In the Newsletter Teaching Practical Boundaries (31st July 2017) I outlined the process of establishing effective boundaries. The work described how you know your boundaries are being threatened and how to protect yourself. This simplified approach is useful to either protect yourself from harm or to teach students how they can protect themselves and to develop independence.
Of course, boundaries are not that simple in the complex world of a teacher and the following will help create more professional boundaries that allow you to stay ‘in control’ in the most challenging situations.

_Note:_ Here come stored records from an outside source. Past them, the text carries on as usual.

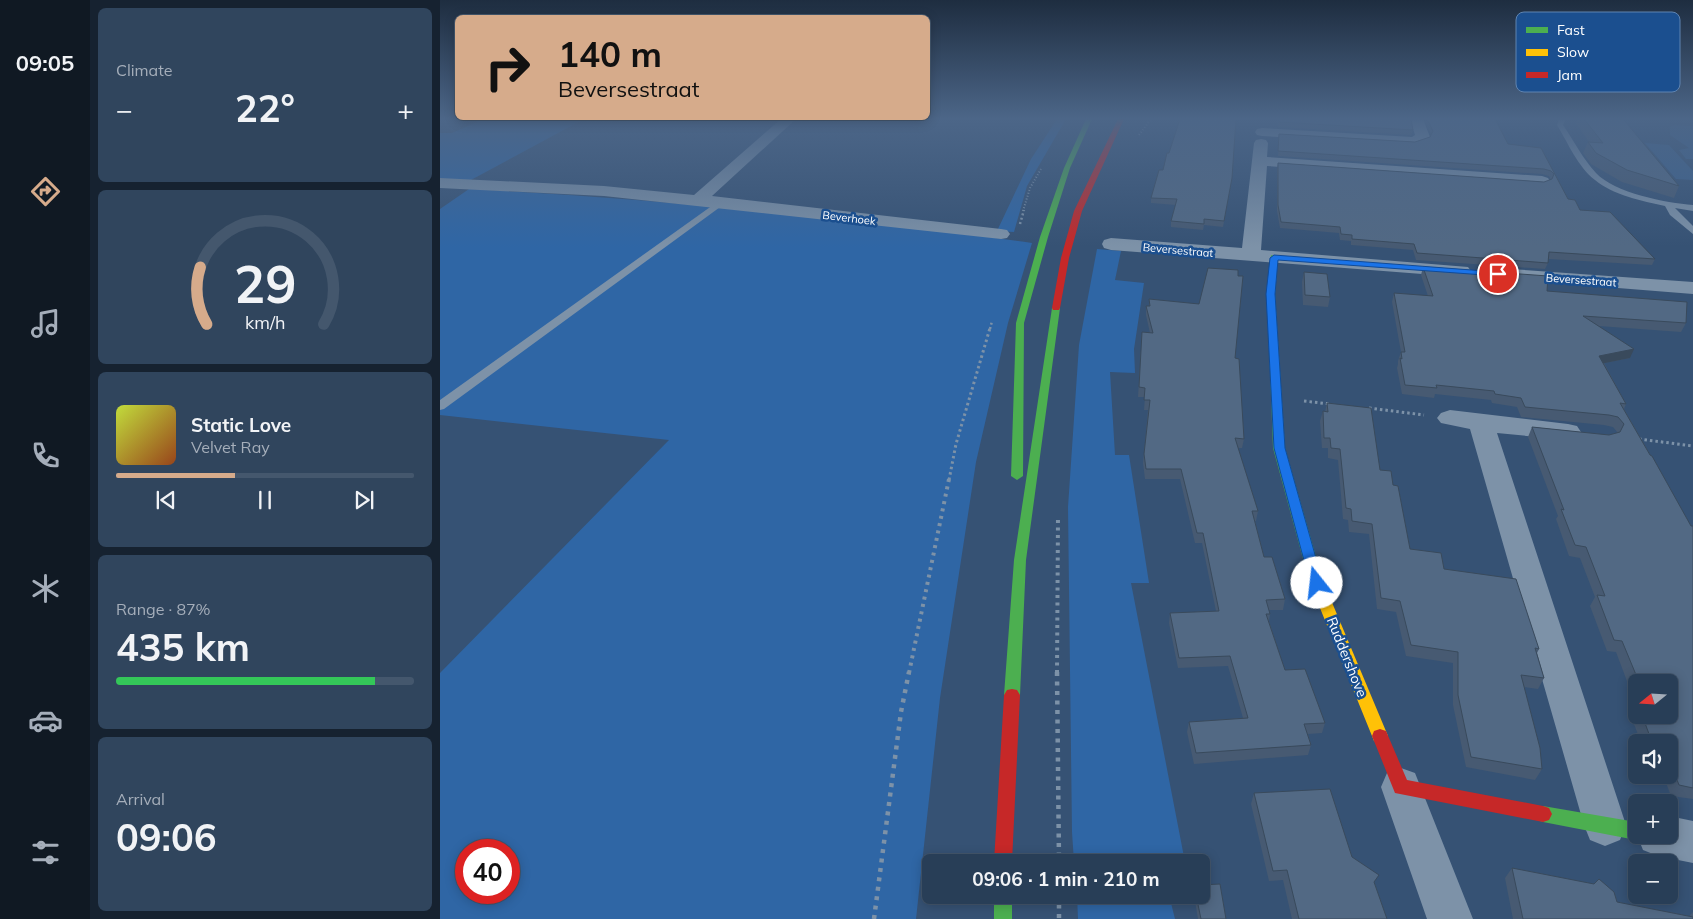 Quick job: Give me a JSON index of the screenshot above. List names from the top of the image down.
{
  "streets": {
    "main road": ["Ruddershove"],
    "street": ["Beverhoek", "Beversestraat"]
  },
  "crossings": [
    ["Beversestraat", "Ruddershove"]
  ],
  "legend": ["Fast", "Slow", "Jam"],
  "north": "left",
  "page": {
    "tabs": "09:05",
    "tile": [
      "Climate",
      ["Range · 87%", "435 km"],
      ["Arrival", "09:06"]
    ],
    "turn": ["140 m", "Beversestraat"],
    "heat": ["−", "22°", "+"],
    "song": ["Static Love", "Velvet Ray"],
    "map_buttons": ["+", "−"],
    "limit": "40",
    "trip": "09:06 · 1 min · 210 m",
    "gauge": ["29", "km/h"]
  }
} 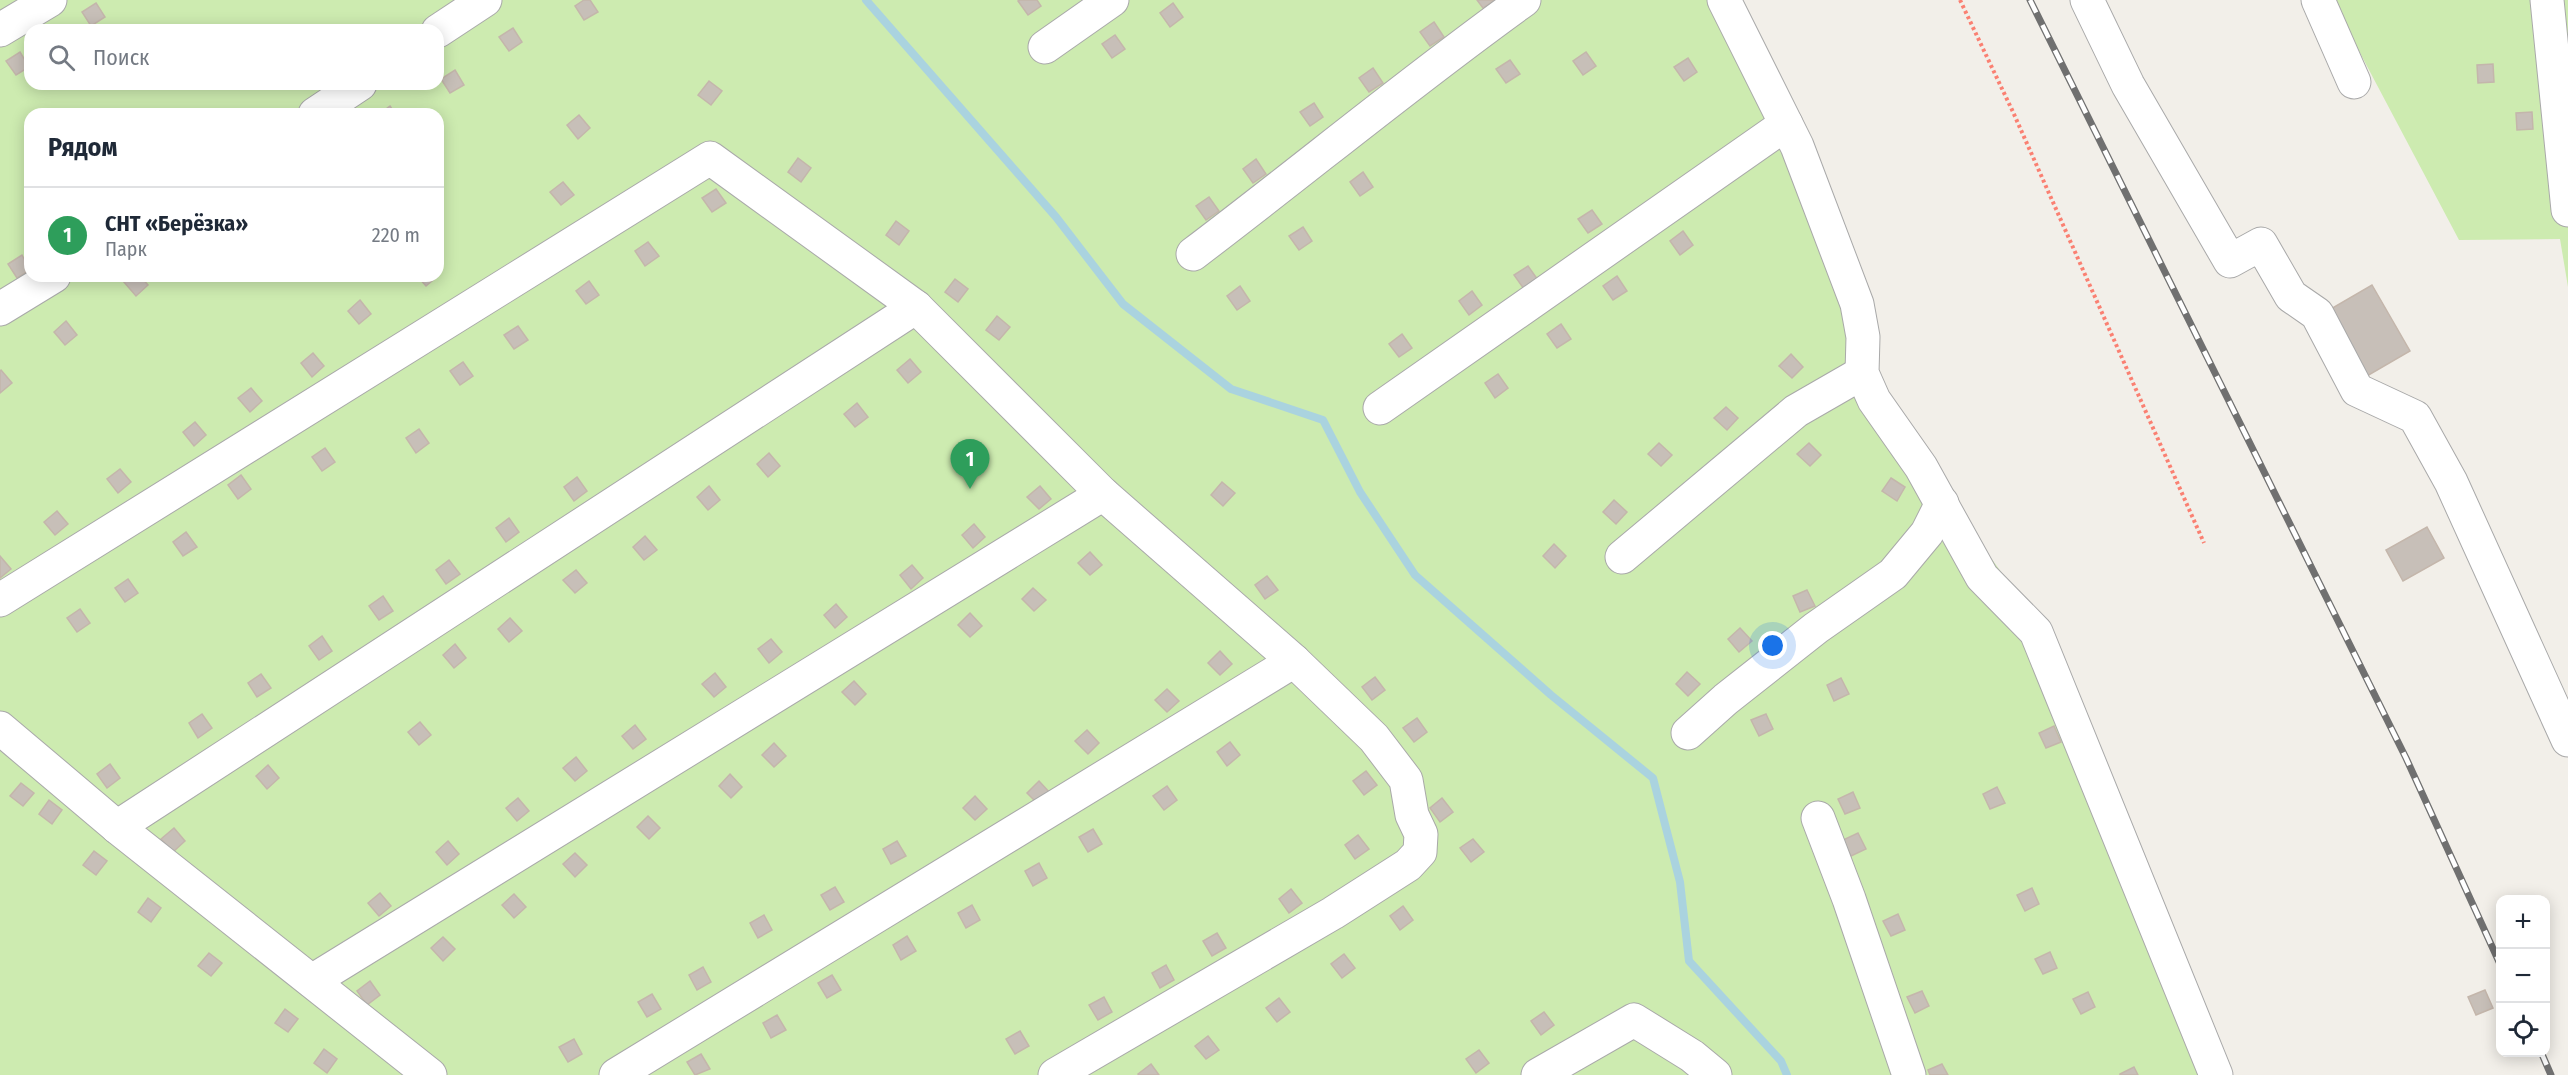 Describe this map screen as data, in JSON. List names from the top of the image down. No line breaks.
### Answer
{"page":{"search":"Поиск","heading":"Рядом","list":[{"mark":"1","name":"СНТ «Берёзка»","note":"Парк","value":"220 m"}],"pins":"1","map_buttons":["+","−"]}} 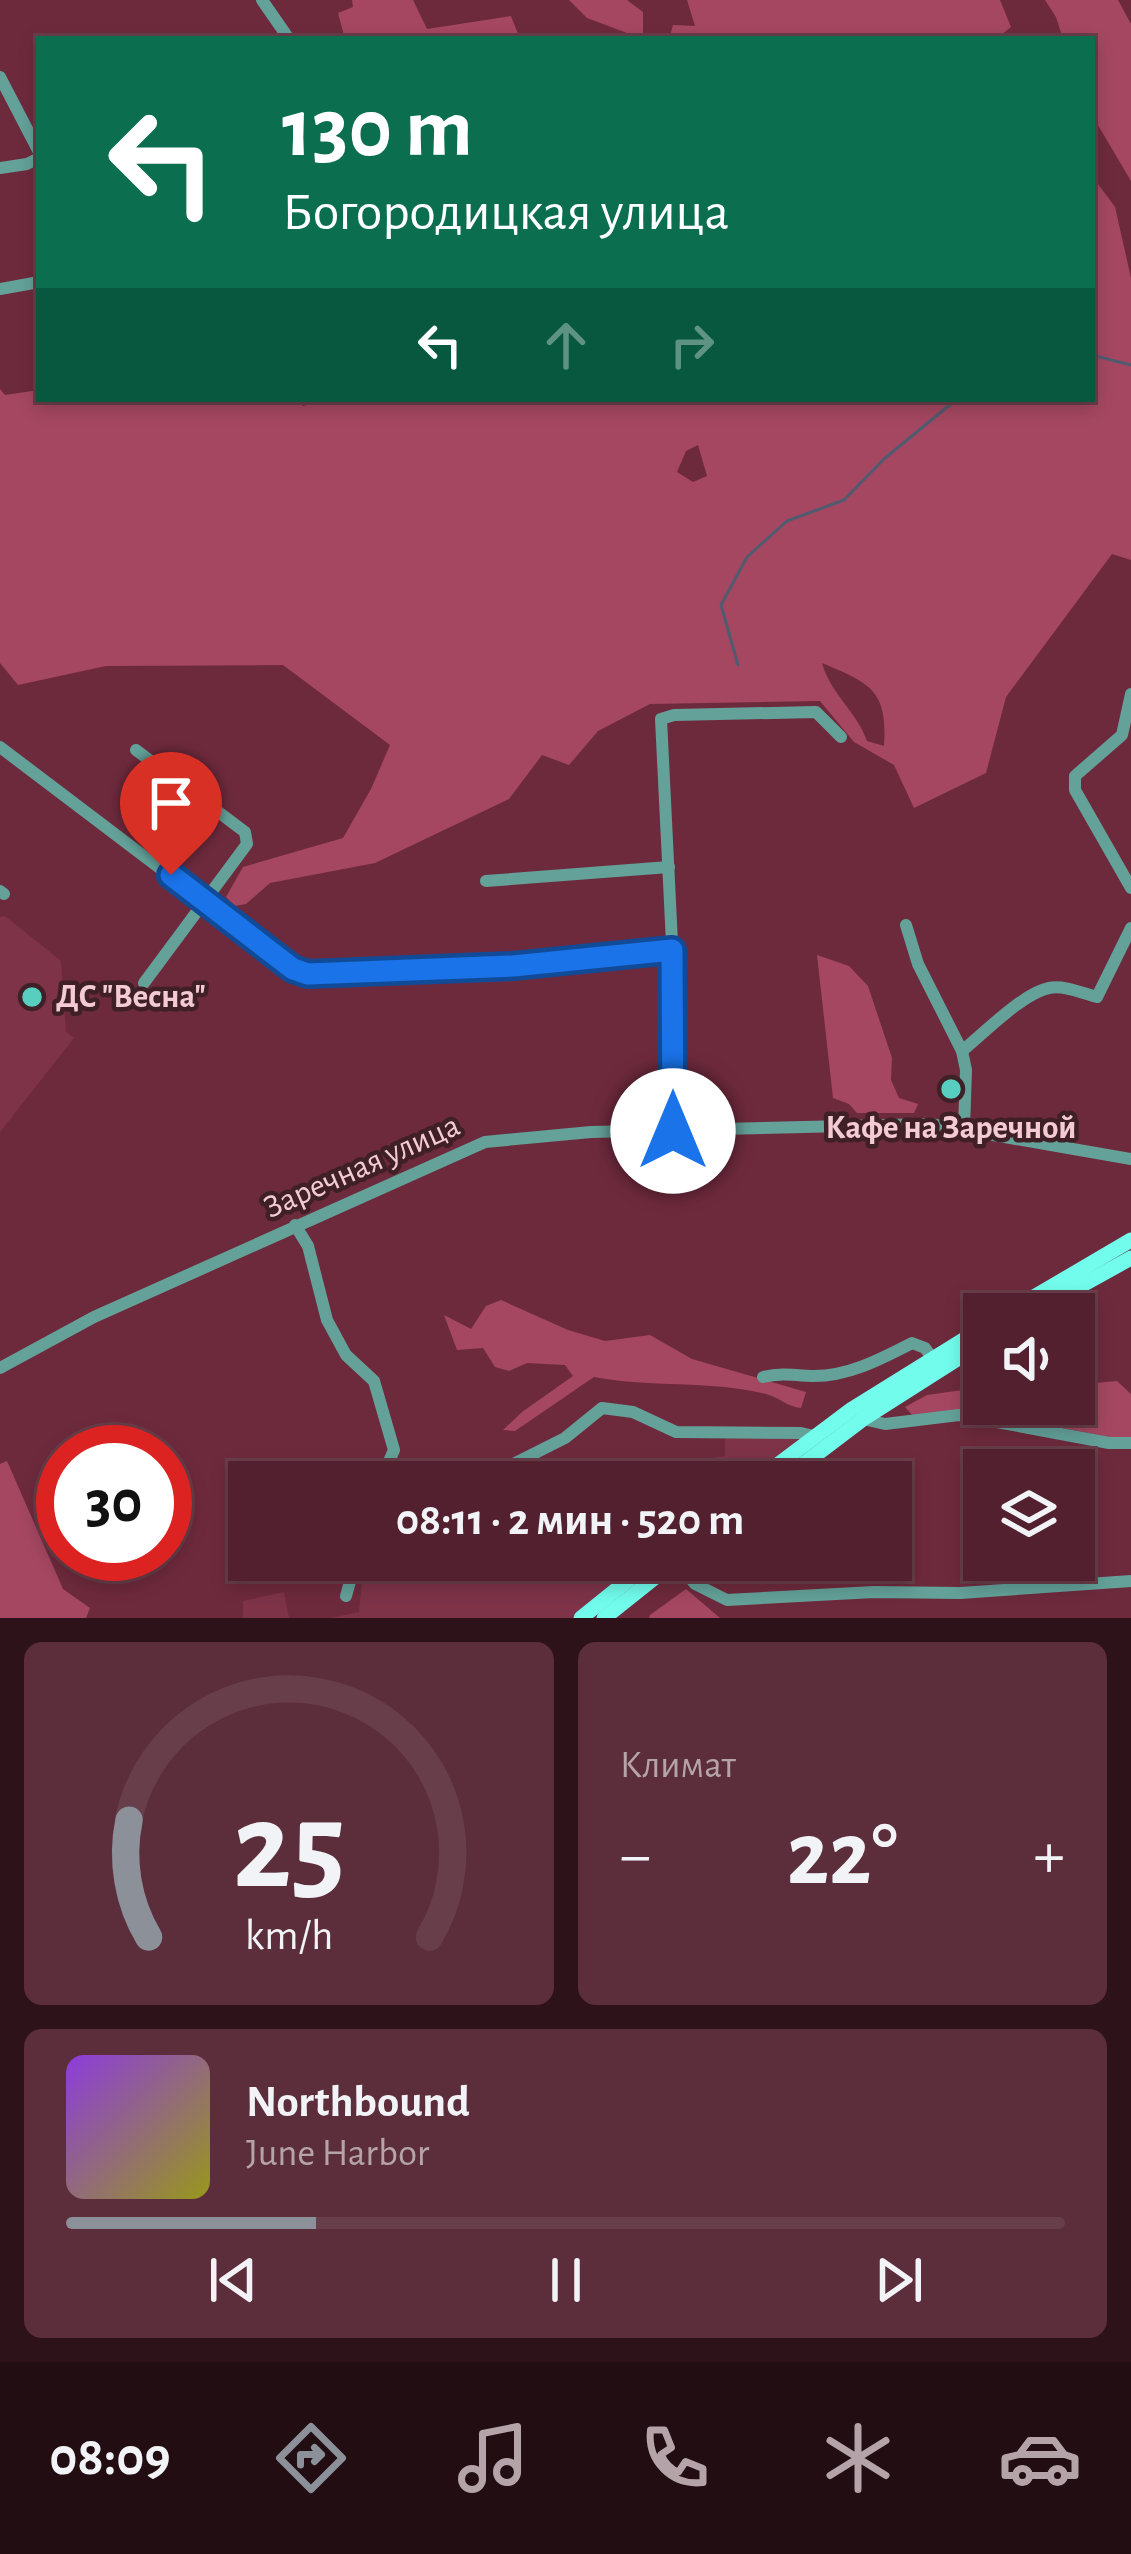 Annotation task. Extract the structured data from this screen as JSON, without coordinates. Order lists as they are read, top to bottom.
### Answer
{
  "streets": {
    "street": ["Заречная улица"]
  },
  "places": ["ДС \"Весна\"", "Кафе на Заречной"],
  "page": {
    "turn": ["130 m", "Богородицкая улица"],
    "limit": "30",
    "trip": "08:11 · 2 мин · 520 m",
    "tile": "Климат",
    "heat": ["−", "22°", "+"],
    "song": ["Northbound", "June Harbor"],
    "tabs": "08:09",
    "gauge": ["25", "km/h"]
  }
} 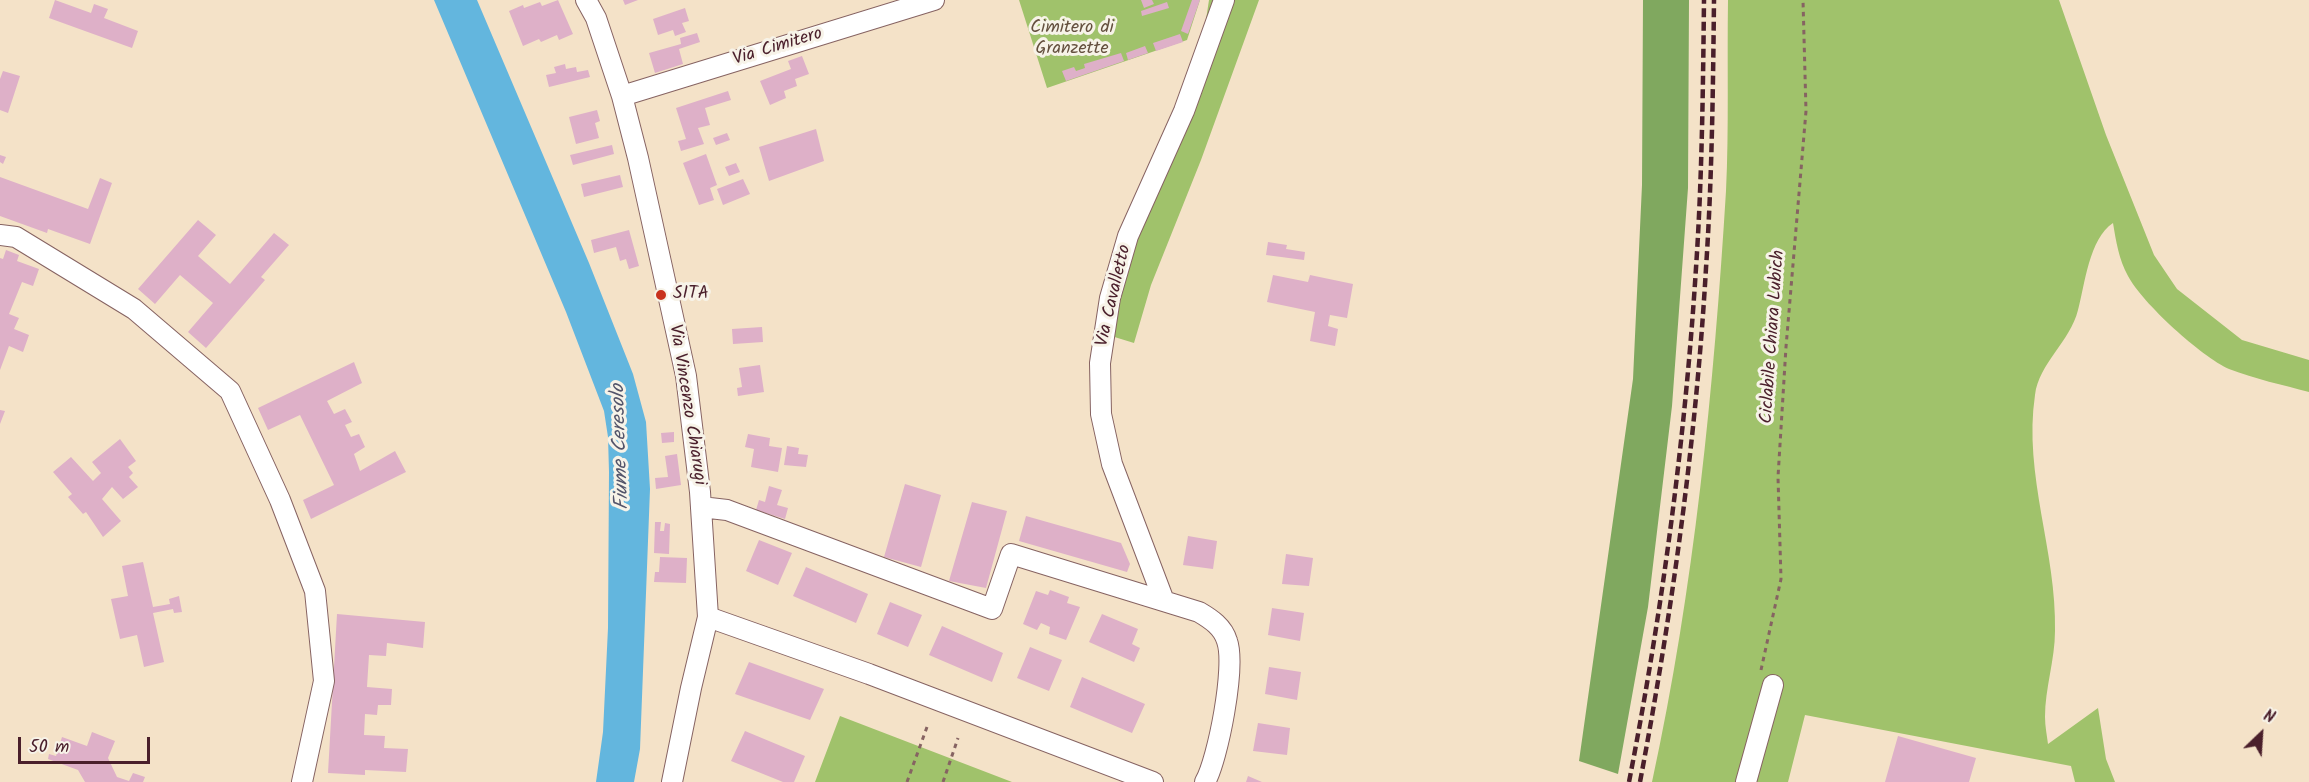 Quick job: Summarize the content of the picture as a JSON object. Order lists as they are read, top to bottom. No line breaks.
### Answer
{"streets":{"street":["Via Cimitero","Via Cavalletto","Via Vincenzo Chiarugi"],"path":["Ciclabile Chiara Lubich"]},"crossings":[["Via Cimitero","Via Vincenzo Chiarugi"]],"water":["Fiume Ceresolo"],"parks":["Cimitero di Granzette"],"places":["SITA"],"scale_bar":"50 m","north":"top right"}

Let’s start with a more realistic description of how we create our boundaries. In a pure form your boundary is the interface between your-self and non-self. As we grow we constantly build a connection between incoming stimulus, how that affects us and what happens if or when we act in response to that stimulus. Eventually, after a number of trial and errors a set of rules will develop; those rules will be our reality. The more consistently the impact of the stimulus and/or the consequence of our behaviour is interconnected the stronger will be the accepted reality. The link is why we really start to believe we know what just happened or what will happen in any experienced situation.
The day to day correlation between our experiences of the physical world is considerably robust. We soon learn that if we jump off a wall we fall to the ground or if we go out into the rain without protection we get wet. But, people are biological beings and our experiences are dependent on the environment in which we develop. Therefore, the correlation between what happens in my reality and yours is not so consistent.
However, there is enough of a matched response to situations between individuals to allow a broad sense of a shared reality. This is particularly true if the development of our reality is within a homogenous group. When we grow-up in a neighbourhood with shared socio-economic and cultural norms, the links between actions and consequences are more likely to be alike. The chances are that you and the person with whom you experience an event will share the similar beliefs about that incident. This shared reality will allow you to predict what is most likely to happen in a given situation and that is essential in building a safe and secure environment.
What are the complications for teachers?
The first is that there is a probability that you will be working in a community where the cultural expectations you learned are not the same as the culture you are working in. The expectations of families, for their kids may clash with yours. What you expect to happen may not be what they expect to happen. To compound this problem, even within communities over time traditions change; the older you become the more out of touch you are with those pesky teenagers who grow-up in a ‘modern’ environment. So again a clash of customs will occur. It is this clash which will create a level of tension. To protect yourself from that tension the likely thing is to defend your view of reality which by implication means you reject the other view. You’re right and they are wrong!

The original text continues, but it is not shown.